Covid 19 and the trade-off model of selection

One idea that I haven’t heard mentioned much in the last few weeks is the virulence-transmission trade-off model of selection in parasites.  This describes the evolution of virulence that we should expect in parasites, including viruses.  The model suggests that the benefits (to the virus, not to us!) of greater virulence – more rapid progression of the illness and shedding of viruses in greater numbers – need to be balanced against the disadvantages.  In particular, shedding in more virulent strains is likely to occur for less time, and the host is likely to move around less.  This is partly about timing.  At one extreme, if transmission is very fast compared to the development of the illness, selection becomes a race between the different strains to become infective as quickly as possible after exposure.  This sometimes happens when bird flu invades chicken barn.  The disease spreads very quickly, and every single bird may die within two or three days.  If, on the other hand, the virus has relatively few chances to jump to susceptible new hosts, milder strains will be favored so that shedding can take place for longer.  [See scientific reference 1, below.]  Note that the selection towards reduced virulence is not driven by the death of hosts – that takes too long.  Rather, it’s about how long hosts remain infective, and how many opportunities there are for reaching new hosts during that period.

There’s another way to look at this: the viruses within each host are, in evolutionary terms, competing with each other.  Selection within the host tends to favor more virulent sequences, because they tend to replicate themselves faster.  This is referred to as “short-sighted” selection, because it works well (from the point of view of the competing viruses) in the short term.  In order to survive, however, the virus needs to transmit itself to other hosts.  Here, less aggressive strains are favored, resulting in “far-sighted” selection.  The final result is a trade-off between short-sighted and far-sighted evolution.  That may be why coronavirus has a “proofreading” mechanism, which reduces copying errors and so prevents too much short-sighted evolution.

I created a simple model of CoV2 infection, which can be found here:

This view seems to be correct, because when viruses first appear in a new host – after jumping from one species to another – they are quite often extraordinarily virulent.  Ebola, SARS, myxomatosis in European rabbits, Lassa hemorrhagic fever, bird flu and Covid 19 are all examples of this.  In comparison to these illnesses, most “old” viruses are mild.  It seems to take time for evolution to select strains that are milder, so that an equilibrium can be reached in the new host species.  If all viruses were as virulent as Ebola, multicellular animals such as earthworms, insects, fish and mammals might well be impossible.  Over time, milder strains seem to come to the fore, and we end up with viruses similar to the 100 (largely unrelated) viral strains that cause the common cold.  They are active enough to make us sick, but they don’t usually kill us.

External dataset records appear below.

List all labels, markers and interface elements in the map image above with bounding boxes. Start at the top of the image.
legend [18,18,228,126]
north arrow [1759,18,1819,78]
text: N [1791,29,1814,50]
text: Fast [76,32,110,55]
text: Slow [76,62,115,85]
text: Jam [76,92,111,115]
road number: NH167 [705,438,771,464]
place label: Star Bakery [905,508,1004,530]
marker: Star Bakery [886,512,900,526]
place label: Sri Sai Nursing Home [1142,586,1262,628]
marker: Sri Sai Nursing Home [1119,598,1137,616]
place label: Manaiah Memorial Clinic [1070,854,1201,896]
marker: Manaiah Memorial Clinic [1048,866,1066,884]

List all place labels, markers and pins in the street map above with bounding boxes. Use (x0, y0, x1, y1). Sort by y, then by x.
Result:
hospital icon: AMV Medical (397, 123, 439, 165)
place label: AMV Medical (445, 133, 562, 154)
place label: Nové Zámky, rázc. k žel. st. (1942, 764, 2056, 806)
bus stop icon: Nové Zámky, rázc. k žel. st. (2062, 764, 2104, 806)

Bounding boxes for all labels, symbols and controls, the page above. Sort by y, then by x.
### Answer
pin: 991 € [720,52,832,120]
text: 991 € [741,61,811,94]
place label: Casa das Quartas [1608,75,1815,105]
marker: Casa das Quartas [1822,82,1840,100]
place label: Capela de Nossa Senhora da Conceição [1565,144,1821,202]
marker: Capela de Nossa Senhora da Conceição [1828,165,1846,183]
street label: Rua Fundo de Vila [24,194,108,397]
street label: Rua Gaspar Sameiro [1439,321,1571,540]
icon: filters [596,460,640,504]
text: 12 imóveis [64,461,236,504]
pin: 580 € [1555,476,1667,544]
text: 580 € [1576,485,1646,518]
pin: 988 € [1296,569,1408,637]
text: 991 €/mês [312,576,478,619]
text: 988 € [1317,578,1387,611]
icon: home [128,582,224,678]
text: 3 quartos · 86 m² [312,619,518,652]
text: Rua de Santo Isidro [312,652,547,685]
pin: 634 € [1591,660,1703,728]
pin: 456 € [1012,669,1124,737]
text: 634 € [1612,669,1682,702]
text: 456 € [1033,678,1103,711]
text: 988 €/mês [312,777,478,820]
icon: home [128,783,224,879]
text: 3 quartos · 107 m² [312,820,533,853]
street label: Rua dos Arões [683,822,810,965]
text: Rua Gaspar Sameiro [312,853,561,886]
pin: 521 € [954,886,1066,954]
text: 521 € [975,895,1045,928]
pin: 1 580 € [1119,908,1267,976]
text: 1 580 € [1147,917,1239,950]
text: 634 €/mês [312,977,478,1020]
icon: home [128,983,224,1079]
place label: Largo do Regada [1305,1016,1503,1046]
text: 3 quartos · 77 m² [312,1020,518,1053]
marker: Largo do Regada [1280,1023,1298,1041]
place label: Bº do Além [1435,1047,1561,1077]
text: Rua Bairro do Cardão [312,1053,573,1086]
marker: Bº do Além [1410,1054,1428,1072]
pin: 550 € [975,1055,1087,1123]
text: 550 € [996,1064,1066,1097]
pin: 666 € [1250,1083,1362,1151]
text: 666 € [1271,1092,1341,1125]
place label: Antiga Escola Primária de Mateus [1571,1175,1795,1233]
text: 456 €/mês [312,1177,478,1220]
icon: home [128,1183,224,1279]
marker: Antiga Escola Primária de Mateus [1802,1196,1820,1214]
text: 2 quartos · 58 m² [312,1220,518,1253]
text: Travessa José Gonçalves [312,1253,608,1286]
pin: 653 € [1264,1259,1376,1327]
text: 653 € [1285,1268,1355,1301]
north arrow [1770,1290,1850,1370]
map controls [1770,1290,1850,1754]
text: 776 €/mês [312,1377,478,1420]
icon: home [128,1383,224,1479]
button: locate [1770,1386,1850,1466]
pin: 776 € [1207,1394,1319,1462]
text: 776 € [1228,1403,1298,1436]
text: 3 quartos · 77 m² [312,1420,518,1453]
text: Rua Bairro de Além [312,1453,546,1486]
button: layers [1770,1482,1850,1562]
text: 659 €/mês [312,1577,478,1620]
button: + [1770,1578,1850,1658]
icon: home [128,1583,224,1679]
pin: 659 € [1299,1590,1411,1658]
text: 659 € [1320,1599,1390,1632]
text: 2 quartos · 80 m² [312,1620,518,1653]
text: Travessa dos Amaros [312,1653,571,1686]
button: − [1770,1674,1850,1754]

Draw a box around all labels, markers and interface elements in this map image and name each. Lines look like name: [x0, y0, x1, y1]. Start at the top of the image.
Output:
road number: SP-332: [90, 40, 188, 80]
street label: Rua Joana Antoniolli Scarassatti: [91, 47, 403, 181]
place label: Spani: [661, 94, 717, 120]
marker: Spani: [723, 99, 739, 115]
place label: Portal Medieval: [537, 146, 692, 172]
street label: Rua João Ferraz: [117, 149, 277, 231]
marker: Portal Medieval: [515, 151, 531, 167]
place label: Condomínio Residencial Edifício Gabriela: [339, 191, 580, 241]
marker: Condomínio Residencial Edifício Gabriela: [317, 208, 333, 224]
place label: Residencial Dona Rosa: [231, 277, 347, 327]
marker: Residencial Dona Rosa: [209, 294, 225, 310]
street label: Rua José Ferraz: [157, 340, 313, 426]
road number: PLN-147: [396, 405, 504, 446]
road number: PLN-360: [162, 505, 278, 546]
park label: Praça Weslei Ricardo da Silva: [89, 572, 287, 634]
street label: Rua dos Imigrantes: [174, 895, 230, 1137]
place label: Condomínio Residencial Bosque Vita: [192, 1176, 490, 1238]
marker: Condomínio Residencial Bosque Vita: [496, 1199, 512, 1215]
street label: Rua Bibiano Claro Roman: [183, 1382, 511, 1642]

The point about reducing the mobility of hosts might be particularly important in humans.  For example, we are probably less likely to get on an airplane and travel to the far side of the world with a very active strain that makes us sick within a few hours, than with one that brews slowly and allows us to walk around shedding viruses for several days – simply because the incubation period of the milder illness is longer.  The transported, milder, strain can then start a new epidemic in a remote location.  If this process is repeated many times and on different scales, you can imagine that we will end up with intermediate strains – neither very passive nor very virulent.  An equilibrium is reached.  Nowadays, at least in richer societies, we have the luxury of going to bed when we get a fever, rather than being forced to work (which was often the case in the past and is still the case in some poorer communities).  This might also be expected to reduce virulence over time.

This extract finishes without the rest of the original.